What has happened at Boğaziçi University since the first days of 2021 shows once again how alive this historical heritage is. The appointment of an academic from the outside as rector of Boğaziçi University, who was a candidate for parliament from the AKP ranks in the past, and who, according to many, did not qualify for such position, the reactions following this appointment, and the way the political power responded to these reactions can be thought in this context. A university, where intellectual independence and academic merit mechanisms are alive despite everything, is faced with an open attack in front of everyone, without any rational explanation.
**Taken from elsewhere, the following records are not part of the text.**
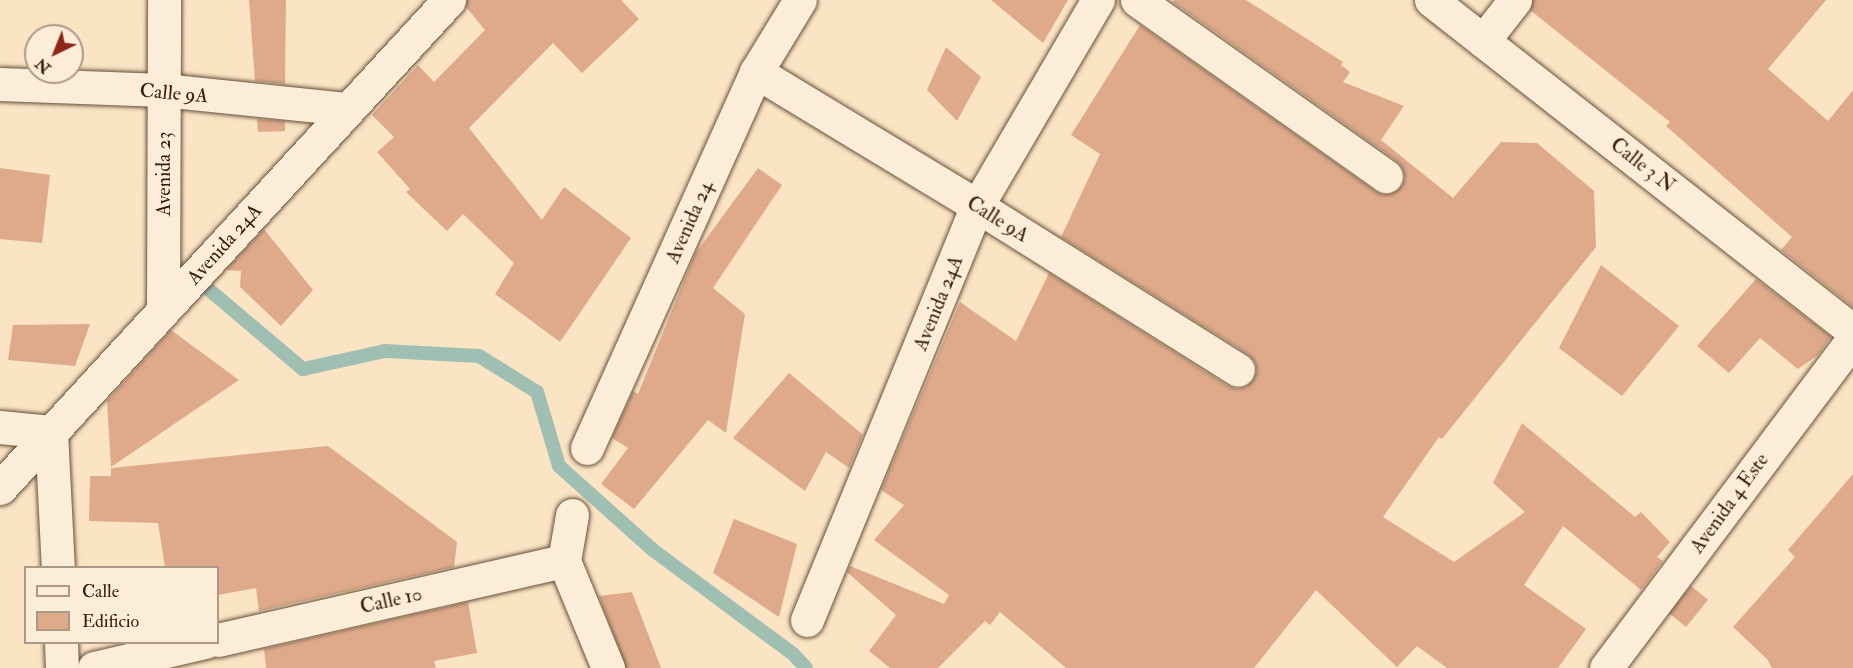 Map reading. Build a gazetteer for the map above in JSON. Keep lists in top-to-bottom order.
{
  "streets": {
    "street": [
      "Calle 9A",
      "Calle 3 N",
      "Avenida 23",
      "Avenida 24",
      "Avenida 24A",
      "Avenida 4 Este",
      "Calle 10"
    ]
  },
  "crossings": [
    ["Calle 9A", "Avenida 23"],
    ["Calle 9A", "Avenida 24"],
    ["Calle 9A", "Avenida 24A"],
    ["Avenida 23", "Avenida 24A"]
  ],
  "legend": ["Calle", "Edificio"],
  "north": "bottom left"
} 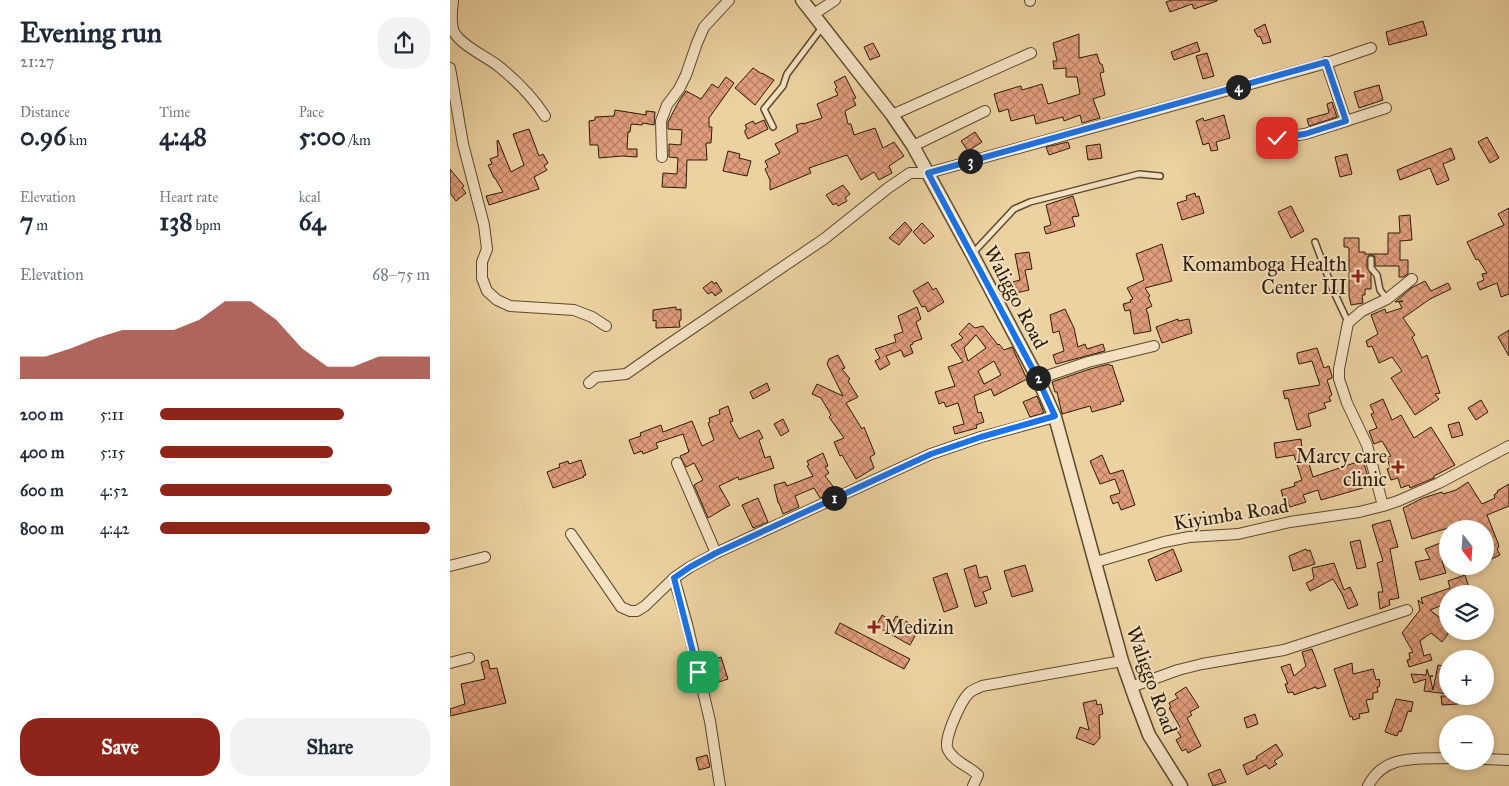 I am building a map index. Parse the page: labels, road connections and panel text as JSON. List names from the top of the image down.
{
  "streets": {
    "street": ["Waliggo Road", "Kiyimba Road"]
  },
  "crossings": [
    ["Waliggo Road", "Kiyimba Road"]
  ],
  "places": {
    "health": ["Komamboga Health Center III", "Marcy care clinic", "Medizin"]
  },
  "north": "bottom",
  "page": {
    "heading": ["Evening run", "21:27"],
    "pins": [
      "4",
      "3",
      "2",
      "1"
    ],
    "stats": [
      ["Distance", "0.96 km"],
      ["Time", "4:48"],
      ["Pace", "5:00 /km"],
      ["Elevation", "7 m"],
      ["Heart rate", "138 bpm"],
      ["kcal", "64"]
    ],
    "chart": ["Elevation", "68–75 m"],
    "list": [
      {
        "name": "200 m",
        "note": "5:11"
      },
      {
        "name": "400 m",
        "note": "5:15"
      },
      {
        "name": "600 m",
        "note": "4:52"
      },
      {
        "name": "800 m",
        "note": "4:42"
      }
    ],
    "map_buttons": ["+", "−"],
    "buttons": ["Save", "Share"]
  }
} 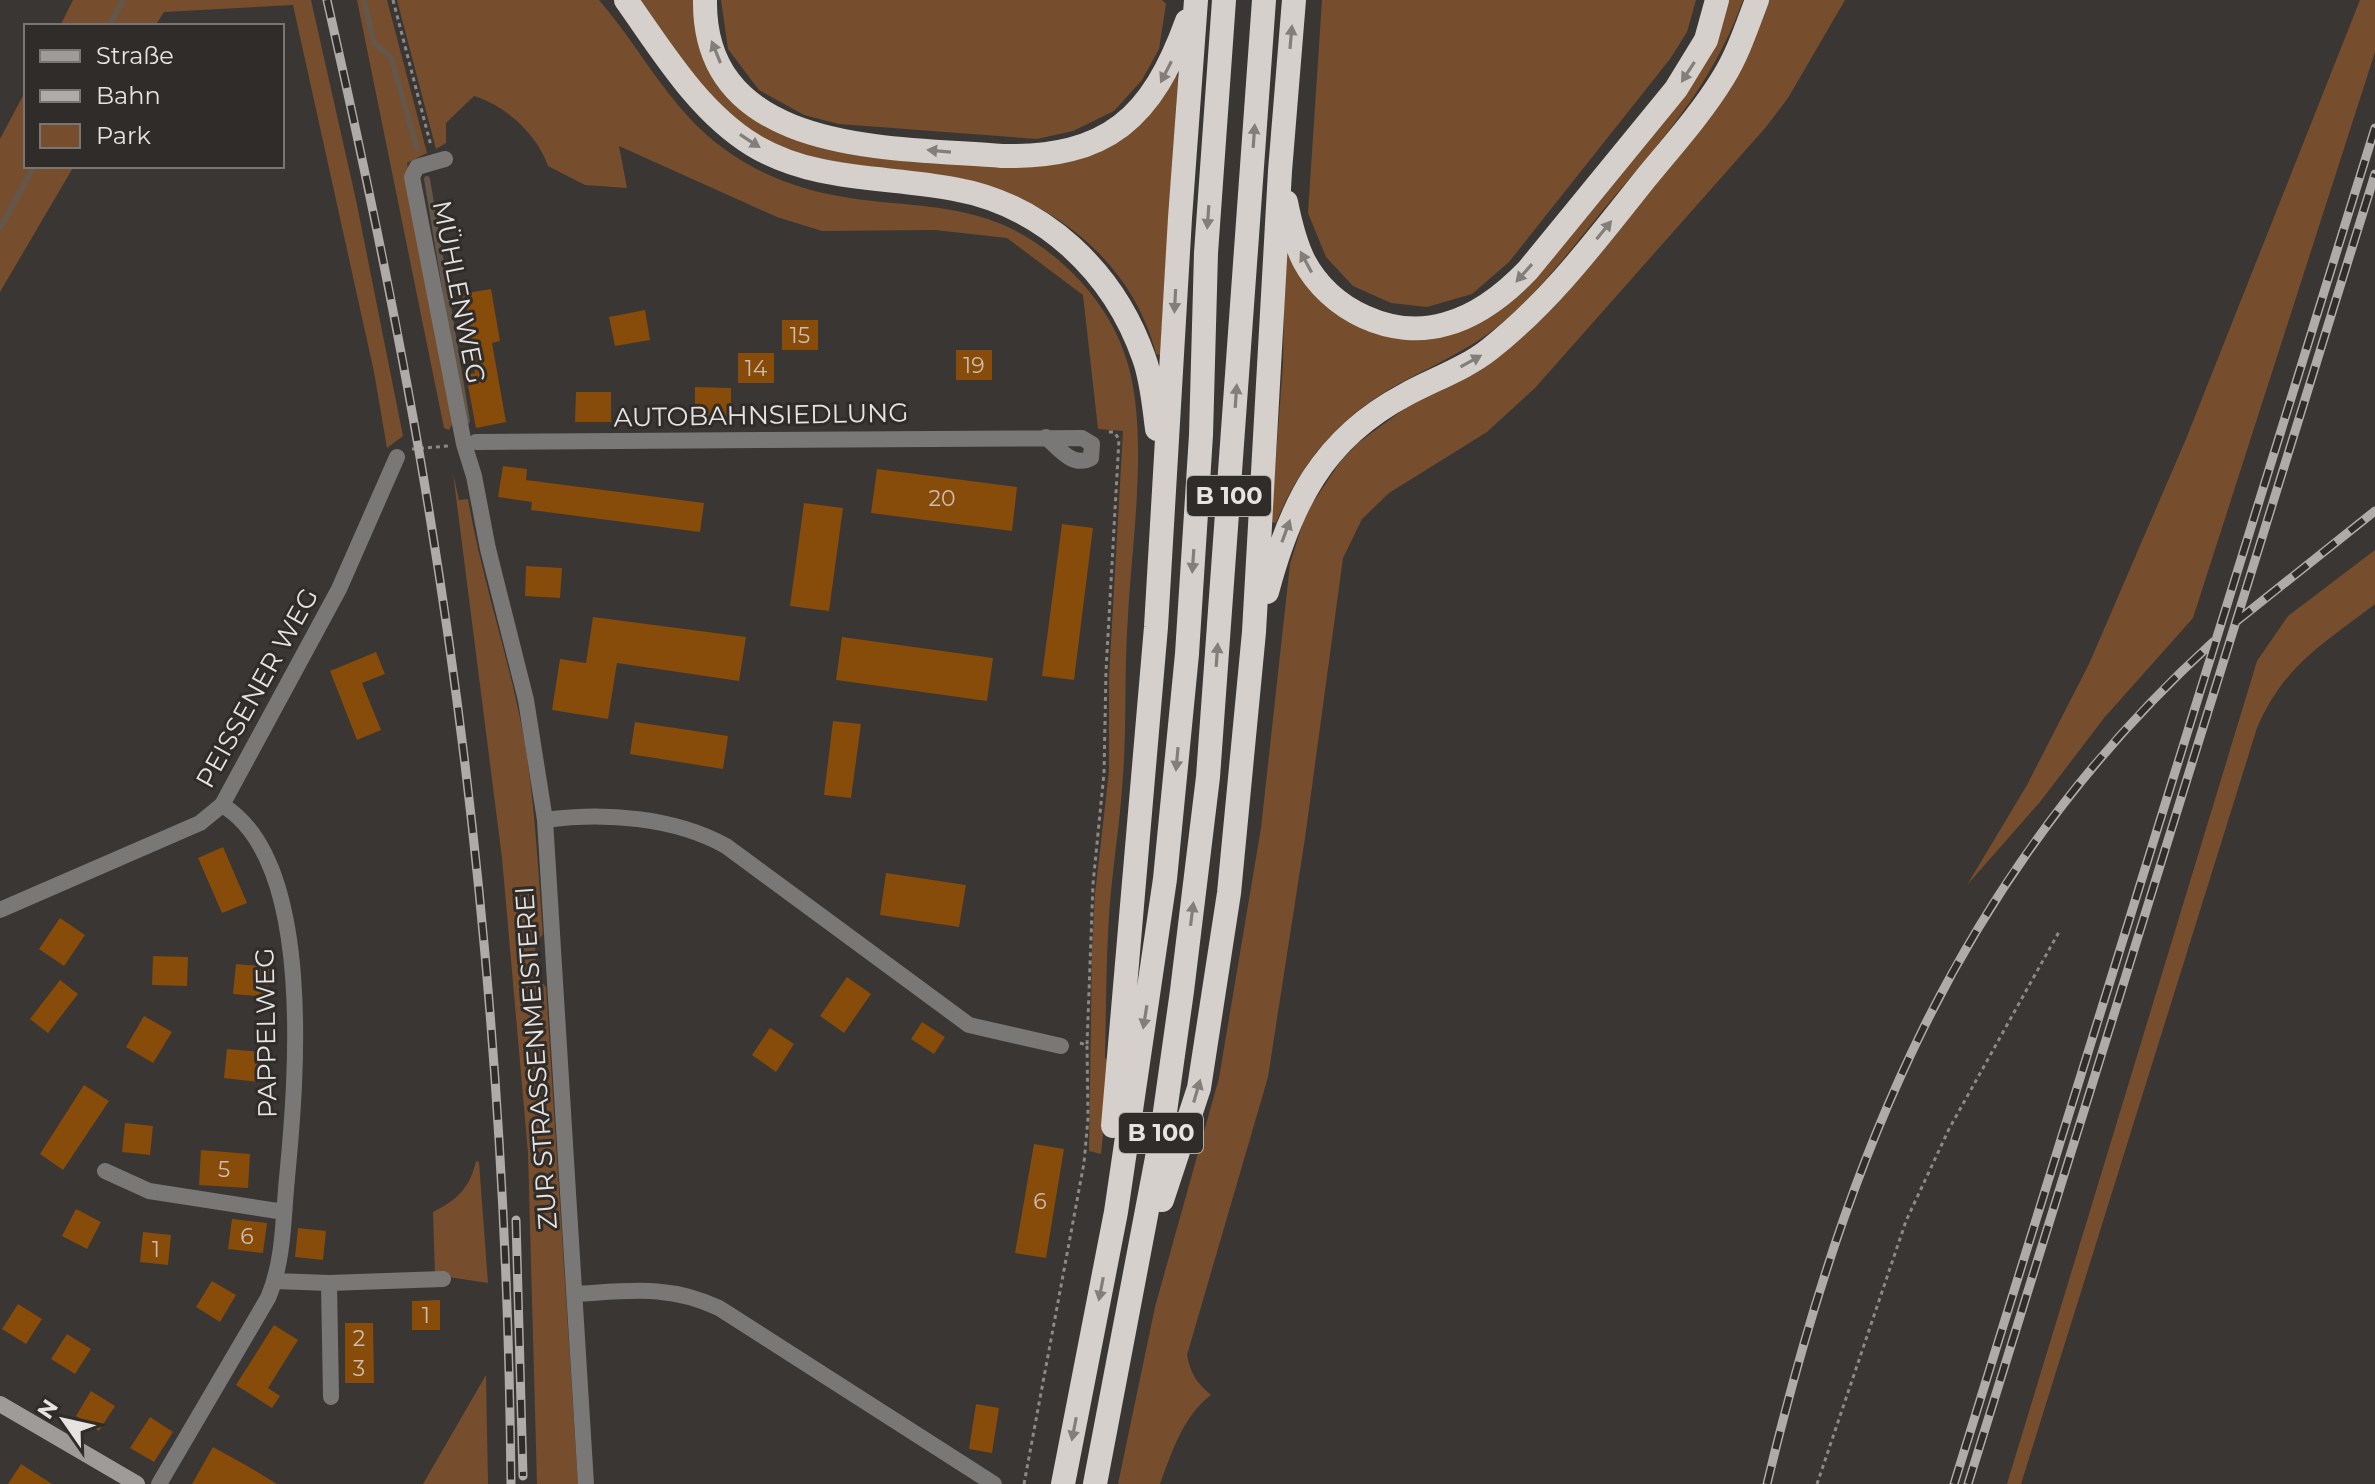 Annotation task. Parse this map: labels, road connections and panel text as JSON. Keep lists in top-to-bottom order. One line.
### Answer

This administrative measure, which is not surprising considering the political developments in recent years, reveals that the political authorities’ concerns about keeping universities under control continue unabated.

When we take a closer look at this last intervention against Boğaziçi University, and also, at the similar interventions against higher education institutions all over the country in the past, it is possible to say that the landscape before us is shaped by the intersection of two fundamental dynamics. First, just like in many authoritarian populist political regimes all over the world, the AKP, in its own management rationale, sees it as a necessity to occlude the limited areas of freedom that universities have been able to build over the years and in fact in a very fragile way, through the “authentic nation” and “alienated elites” duality made up again by the AKP. Sharing the administrative staff of universities within a narrow circle brings about the dismantlement

of academic freedoms further. Moreover, it is also conceived as a critical moment to construct envisioned cultural hegemony on a larger scale. With Boğaziçi University, it is apparent once again, perhaps more evident than ever before, that such intervention does not have a constructive effect in the desired sense, but on the contrary, it brutally abolishes the existing academic norms and conventions, albeit limited. A second dynamic, which is intertwined with the first at times and moving in the opposite direction at other times, is the neoliberalization process of higher education, which we also trace on a global scale. This process, which includes a series of intertwined themes from the marketization of educational activities to the gradual evolution of the management logic of academic institutions into the corporate logic, is certainly not unique to today and here. Moreover, to what extent and in what ways the dynamics of authoritarianism and neoliberalization work together is a question with no explicit answer.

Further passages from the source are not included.